A while back I realized that I had over 30 years of 35mm negatives that were going to need to be digitized at some point, not to mention 126 Instamatic and 620 Brownie negatives dating into the 1960s. I figured I could nickle & dime myself to death gradually getting them scanned at Ritz or Photoworks.com, or I could bite the bullet, get a negative scanner and do it myself. I ended up with this Nikon negative scanner, and on the whole I've been quite happy with it. The resolution is much higher than I was getting from commercial scanning, though it also takes much longer to scan a roll of negatives than I was expecting.
So anyway, my sister dug up some old negatives from a 1987 signing for her first book, and asked me to scan them. As soon as I saw where the signing was, I knew I was going to want to use some of them here. My second question to her, after asking if I could use the pictures was whether she wanted her name and face blurred, but on reflection that a pretty stupid one. After all, she is an award winning children's book author with her own web site who, as all authors do, would like you to know her name and buy her books, especially her latest one!

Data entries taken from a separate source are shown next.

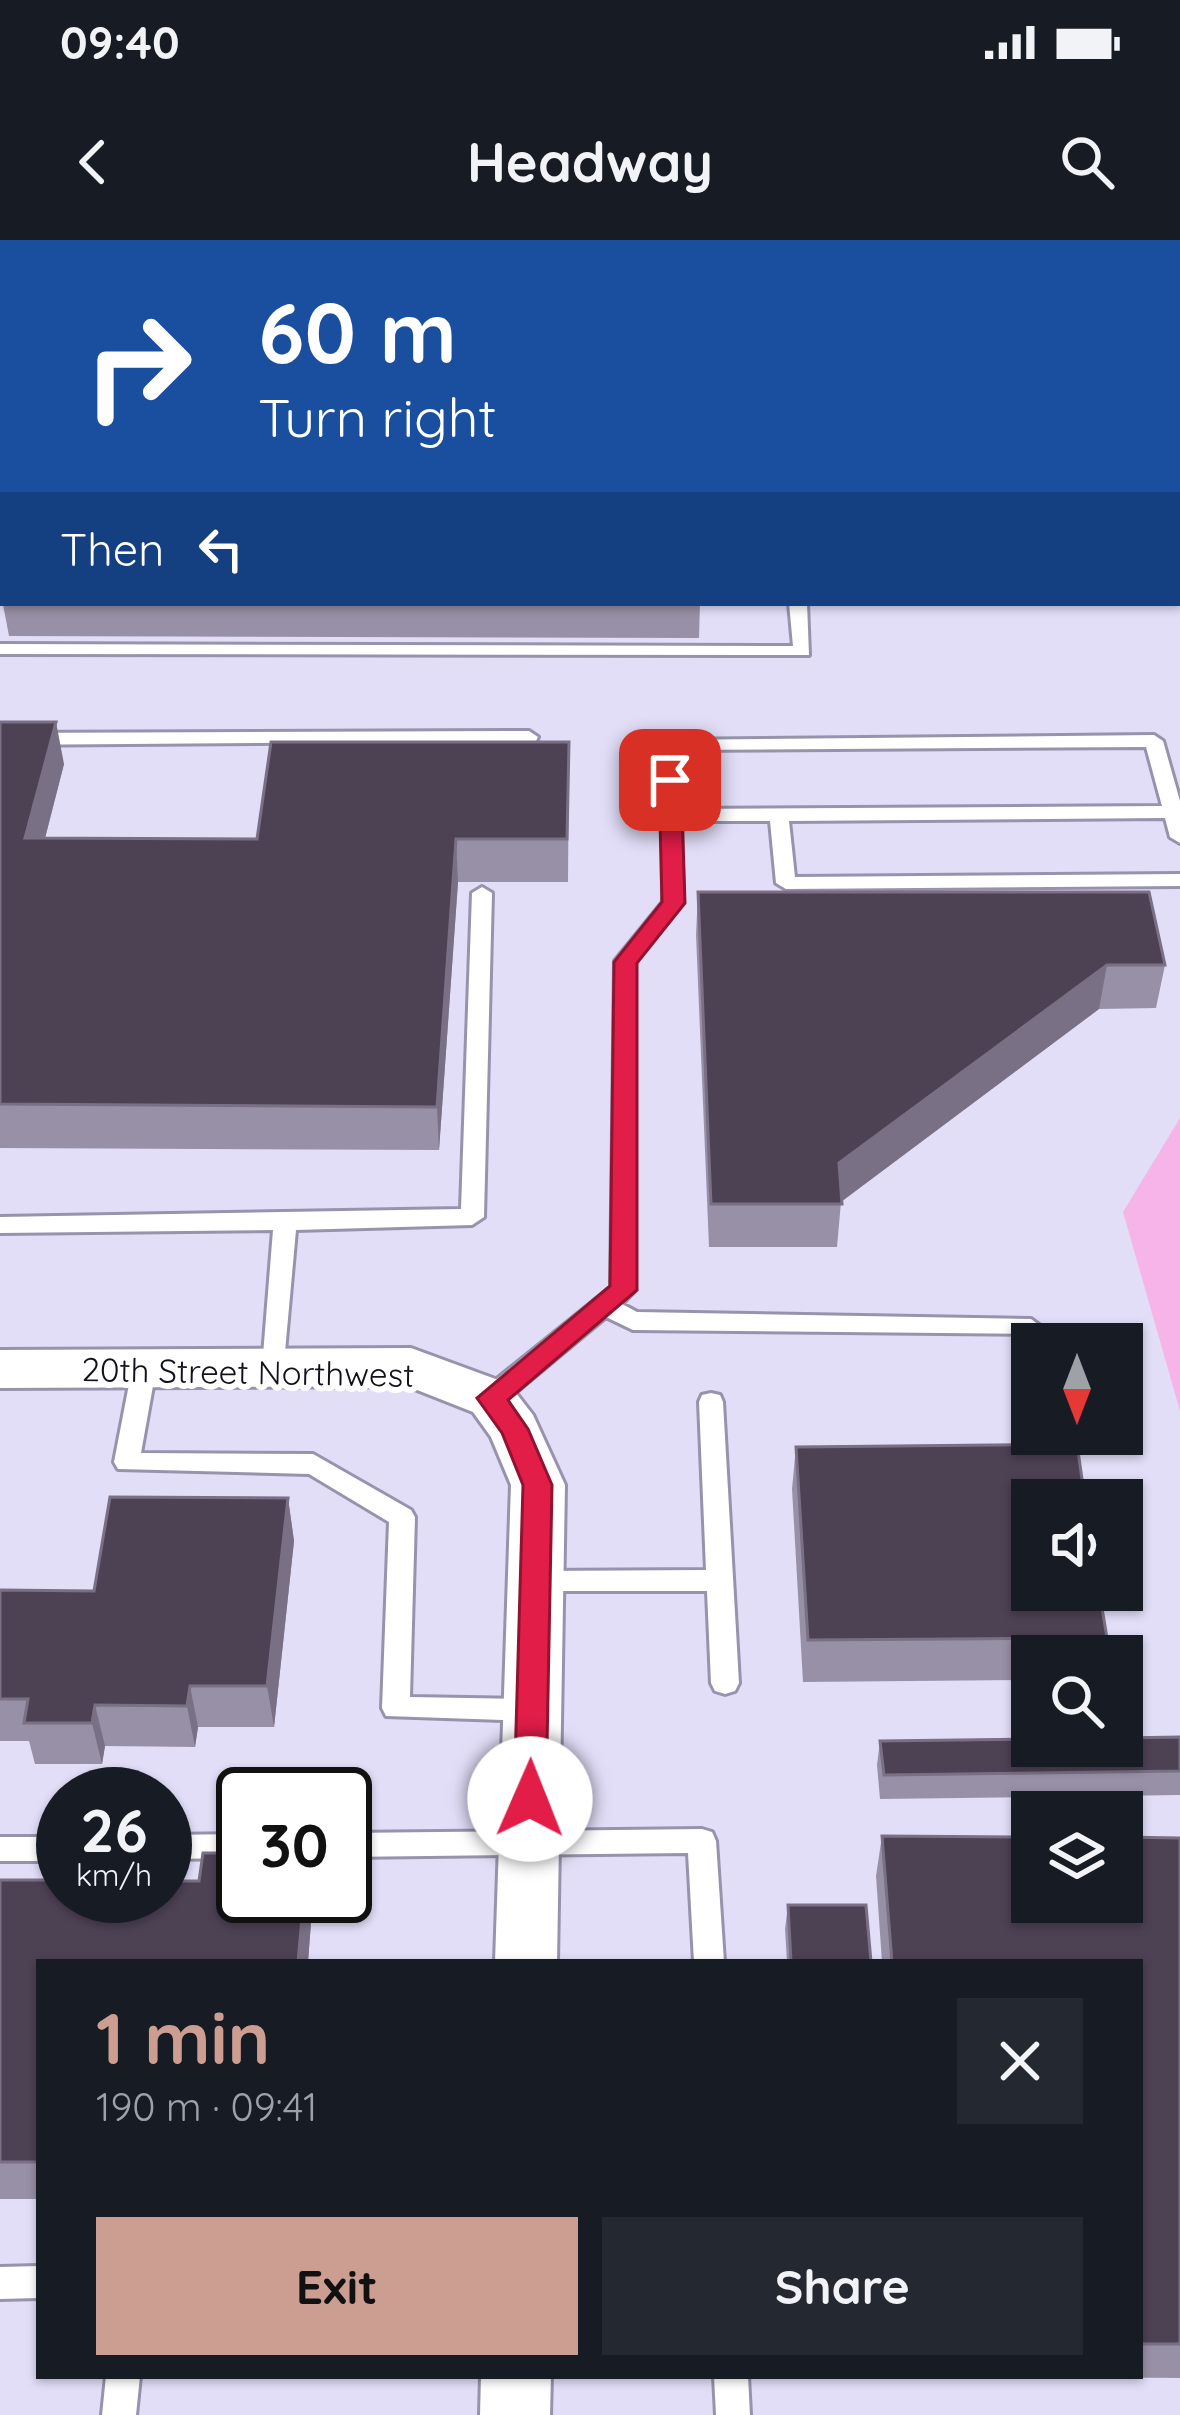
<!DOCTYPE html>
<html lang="en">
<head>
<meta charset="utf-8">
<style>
	:root { --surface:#171b24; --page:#242831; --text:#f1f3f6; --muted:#9ea1a6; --accent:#cc9e92 }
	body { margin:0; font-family:Quicksand,sans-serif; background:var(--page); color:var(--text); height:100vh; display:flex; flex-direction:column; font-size:45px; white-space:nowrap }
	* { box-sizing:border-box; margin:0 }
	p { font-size:39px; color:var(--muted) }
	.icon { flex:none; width:66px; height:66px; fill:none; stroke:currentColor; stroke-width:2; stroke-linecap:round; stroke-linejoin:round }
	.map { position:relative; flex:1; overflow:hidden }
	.panel { position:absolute; left:36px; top:1719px; width:1107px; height:420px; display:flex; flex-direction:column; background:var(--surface); border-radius:0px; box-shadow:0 3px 9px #0004 }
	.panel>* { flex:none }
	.top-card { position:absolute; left:0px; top:0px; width:1182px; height:366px; box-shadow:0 3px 9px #0004; background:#1a4fa0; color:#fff; overflow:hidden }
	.needle { width:78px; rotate:180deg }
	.buttons { position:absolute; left:1011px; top:1083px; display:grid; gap:24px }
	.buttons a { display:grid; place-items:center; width:132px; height:132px; border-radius:0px; background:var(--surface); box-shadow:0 3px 9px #0004; font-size:60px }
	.speed { position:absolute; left:36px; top:1527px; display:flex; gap:24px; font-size:60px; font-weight:700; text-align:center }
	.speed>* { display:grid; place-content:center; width:156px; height:156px; border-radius:50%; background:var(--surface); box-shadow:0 3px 9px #0004; line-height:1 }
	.speed small { font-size:30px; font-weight:400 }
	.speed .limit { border:6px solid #111; border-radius:18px; background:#fff; color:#111 }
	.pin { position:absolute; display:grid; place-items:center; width:102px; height:102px; color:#fff; margin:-51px; border-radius:24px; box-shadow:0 6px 18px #0006 }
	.me { position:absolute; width:132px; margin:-66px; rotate:1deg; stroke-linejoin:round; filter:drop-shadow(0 0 9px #0008) }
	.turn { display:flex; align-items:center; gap:42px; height:252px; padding:0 60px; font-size:54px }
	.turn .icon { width:156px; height:156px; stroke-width:2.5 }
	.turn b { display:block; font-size:84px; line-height:102px }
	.then { display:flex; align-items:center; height:114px; padding:0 60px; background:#0003; gap:24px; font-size:45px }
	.round { display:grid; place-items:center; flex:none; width:126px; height:126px; border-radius:0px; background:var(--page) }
	.summary { display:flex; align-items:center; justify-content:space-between; height:204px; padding:0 60px }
	h1 { font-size:72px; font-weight:700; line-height:90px; color:var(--accent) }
	.action { display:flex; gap:24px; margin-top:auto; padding:24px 60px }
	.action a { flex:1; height:138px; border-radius:0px; background:var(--accent); color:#111; font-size:48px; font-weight:700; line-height:138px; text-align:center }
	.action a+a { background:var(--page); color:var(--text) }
	.status { display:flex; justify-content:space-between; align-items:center; height:84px; padding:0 60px; background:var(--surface); direction:ltr }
	.status svg { height:33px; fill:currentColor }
	header { display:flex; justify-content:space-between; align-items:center; height:156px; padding:0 60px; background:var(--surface); font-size:54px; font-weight:700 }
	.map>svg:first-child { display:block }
</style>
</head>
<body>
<div class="status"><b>09:40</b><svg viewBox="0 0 49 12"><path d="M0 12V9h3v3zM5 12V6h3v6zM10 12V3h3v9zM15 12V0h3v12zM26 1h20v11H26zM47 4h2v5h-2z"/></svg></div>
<header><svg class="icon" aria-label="back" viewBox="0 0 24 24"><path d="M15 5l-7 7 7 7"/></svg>Headway<svg class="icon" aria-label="search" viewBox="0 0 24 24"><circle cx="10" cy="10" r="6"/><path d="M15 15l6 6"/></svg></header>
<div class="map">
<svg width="1180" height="2175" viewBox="0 0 1180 2175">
	<rect width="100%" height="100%" fill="#e2def8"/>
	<!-- green -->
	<path fill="#f7b4e9" d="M1180,878V1171L1123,972Z"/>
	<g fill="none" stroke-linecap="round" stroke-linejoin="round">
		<defs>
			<path id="service" d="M385,0H399V3H385Z
				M662,0H676L677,3H663Z
				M0,44H3V54H0Z
				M0,98H3V108H0Z
				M789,363H807L809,415L0,414V404L793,406Z
				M529,491L538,497L536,501L0,505V493Z
				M1154,495L1163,501L1180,561V603L1170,597L1165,578L789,581L795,637L1180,634V646L786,649L776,643L770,581H681L683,663L635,722V1050L622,1064L637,1072L1031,1079L1043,1088L1039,1094L633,1090L606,1077L500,1165H482L479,1158L482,1151L611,1047L615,721L663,662L662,500ZM1146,507L1162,566L680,569L679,510Z
				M482,647L492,653L484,977L472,985L296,990L283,1134H265L262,1128L273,990L0,993V977L461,969L472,653Z
				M144,1120L153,1123L156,1129L141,1213L313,1214L411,1270L415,1277L410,1457L532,1459L542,1462L546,1470L542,1478L532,1481L386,1476L382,1468L389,1282L309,1234L118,1229L114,1222L132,1129L135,1123Z
				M711,1153L720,1155L723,1162L739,1443L735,1451L725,1454L715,1451L711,1443L707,1351H536L527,1348L523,1341L527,1334L536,1331L706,1330L699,1162L702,1155Z
				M702,1589L712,1592L716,1601L724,1722H694L688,1613L345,1617V1593Z
				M243,1594V1618L165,1619V1595Z
				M0,1597H63V1621H0Z
				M39,2026V2058L0,2059V2027Z
				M106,2136H140L136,2175H102Z
				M714,2136H748L750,2175H716Z"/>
			<path id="minor" d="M411,1108L509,1144L533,1175L565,1245L557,1722H495L511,1245L491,1197L473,1172L407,1146L0,1148V1110Z
				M481,2136H551L550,2175H480Z"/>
		</defs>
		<!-- service casing -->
		<use href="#service" stroke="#9793ac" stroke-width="6"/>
		<!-- minor casing -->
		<use href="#minor" stroke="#9793ac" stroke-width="6"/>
		<!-- service -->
		<use href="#service" fill="#fff" fill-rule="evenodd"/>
		<!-- minor -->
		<use href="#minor" fill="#fff" fill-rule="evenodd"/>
	</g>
	<!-- wall -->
	<path fill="#9890a6" d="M109,0H344V3H110Z
		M3,348V363H700L699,398L9,396L1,354Z
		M0,482L64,524L45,598L257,599L569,502L568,642H458L439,910L0,908Z
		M698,652L1165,725L1156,768L1099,769L841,962L837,1007H709L696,695Z
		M1122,1105L1137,1168L1131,1193H1122Z
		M796,1207L1107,1398L1102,1416H1032V1440L803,1442L792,1249Z
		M288,1258L294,1301L274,1487H198L195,1507L105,1506L102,1524H35L29,1501H0V1350L94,1351Z
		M1180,1497V1555L880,1559L877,1525L880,1501Z
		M882,1596L1180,1598V2138L972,2136H1140V1722H882L876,1636Z
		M0,1640L243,1656H313L308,1722H39V1959H0Z
		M788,1665L871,1722H787L785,1689Z"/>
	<!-- shaded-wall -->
	<path fill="#7a7085" d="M56,482L64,524L34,641L25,598Z
		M456,599L458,642L439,910L437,867Z
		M1107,725L1099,769L838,964L839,923Z
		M288,1258L294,1301L274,1487L267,1446Z
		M190,1446L198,1487L195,1507L187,1466Z
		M95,1465L105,1506L102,1524L92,1483Z
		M304,1656H313L308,1722H298Z"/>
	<!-- building -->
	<path fill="#4d4154" stroke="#7a7085" stroke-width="3" d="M466,0H651V3H465Z
		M723,0H1036L1037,3H723Z
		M0,482H56L25,598L257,599L271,502H569L567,599H456L437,867L0,864Z
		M698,652H1149L1165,725H1107L839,923L842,964H711Z
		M1122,1105H1123L1137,1168H1122Z
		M1077,1204L1085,1260H1032V1350H1099L1107,1398L808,1400L796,1207Z
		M110,1257L288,1258L267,1446H190L187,1466L95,1465L92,1483H24L28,1459H0V1350L94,1351Z
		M1180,1497V1531L884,1535L880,1501L1032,1499V1506H1122V1498Z
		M882,1596L1032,1597V1662H1122V1597L1180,1598V2104H1140V1722H892Z
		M203,1613H243V1656H304L298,1722H39V1922H0V1640H63V1656H165V1641H199Z
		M788,1665H866L871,1722H791Z"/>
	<!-- route -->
	<path fill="#e11d48" stroke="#92132f" stroke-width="3" d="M670,533L681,540L685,663L637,723V1050L508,1160L528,1189L552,1245L546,1559L542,1569L530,1573L519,1569L514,1559L523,1245L502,1193L477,1158L610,1046L614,722L662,662L659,540Z"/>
	<g text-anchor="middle" stroke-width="12" stroke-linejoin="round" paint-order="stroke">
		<!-- street labels -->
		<g font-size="33" fill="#121019" stroke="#fff">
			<text transform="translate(248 1132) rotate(1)" y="12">20th Street Northwest</text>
		</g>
	</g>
</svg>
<div class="buttons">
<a><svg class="needle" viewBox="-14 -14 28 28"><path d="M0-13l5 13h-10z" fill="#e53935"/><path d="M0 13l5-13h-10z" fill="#9ea1a6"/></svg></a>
<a><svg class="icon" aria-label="sound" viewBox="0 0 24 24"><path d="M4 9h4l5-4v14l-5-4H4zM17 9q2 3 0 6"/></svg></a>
<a><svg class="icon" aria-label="search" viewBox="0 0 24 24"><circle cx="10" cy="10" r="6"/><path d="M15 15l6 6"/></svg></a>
<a><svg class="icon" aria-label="layers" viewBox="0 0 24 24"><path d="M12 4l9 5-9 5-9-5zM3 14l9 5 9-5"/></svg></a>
</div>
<div class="speed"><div>26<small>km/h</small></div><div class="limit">30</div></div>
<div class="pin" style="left:670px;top:540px;background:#d93025"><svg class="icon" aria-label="arrive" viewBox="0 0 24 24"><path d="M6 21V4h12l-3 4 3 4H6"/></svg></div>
<svg class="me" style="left:530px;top:1559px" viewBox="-20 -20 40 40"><circle r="19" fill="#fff"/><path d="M0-13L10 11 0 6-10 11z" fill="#e11d48"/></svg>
<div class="top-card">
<div class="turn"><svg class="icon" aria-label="right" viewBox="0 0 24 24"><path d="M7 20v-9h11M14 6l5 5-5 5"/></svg><div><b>60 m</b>Turn right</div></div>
<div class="then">Then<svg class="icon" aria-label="left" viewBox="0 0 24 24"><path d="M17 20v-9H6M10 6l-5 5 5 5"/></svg></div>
</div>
<section class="panel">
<div class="summary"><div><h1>1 min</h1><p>190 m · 09:41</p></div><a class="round"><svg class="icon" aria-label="close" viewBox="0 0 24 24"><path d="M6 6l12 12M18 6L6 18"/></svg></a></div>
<div class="action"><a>Exit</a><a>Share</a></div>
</section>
</div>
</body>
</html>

Chapter Two Books was in Trenholm Plaza most of the time I was growing up. It was a fairly small storefront on the Edisto/Holligan's side of the plaza next to the barber shop. In the days when I would get $3.00 for mowing the lawn, I would take the money down there and buy a new Tom Swift, Jr. book. Unlike Browz-A-Bit and Walden's at Dutch Square, science-fiction was not a major category here, and the selection of SF paperbacks (and paperbacks vs hardbacks in general), was pretty small, so aside from Tom Swift, I usually ended up spending my strictly limited funds at one of those stores rather than here, but I do distinctly remember that Chapter Two sold me the last $0.50 paperback I ever saw, a copy of Robert Heinlein's classic Young Adult novel Farmer In the Sky.
Although it was not the intention of any of these shots, if you look out the windows (on the click-through versions especially), you can see a good bit of the old Trenholm Plaza landscape: Tapp's Twig, The Banker's Note, A & P and Standard Federal. By this time the original "steeple" A & P had been torn down and replaced with a more modern design (which was itself torn down for Publix), and the current Books-A-Million location was several storefronts.
I'm not sure exactly when Chapter Two closed. If I didn't have this evidence that it was still there in 1987, I would have guessed then or earlier. In any event, I believe it was gone before Books-A-Million arrived, and I have the vague feeling that the owner decided to retire and close the shop.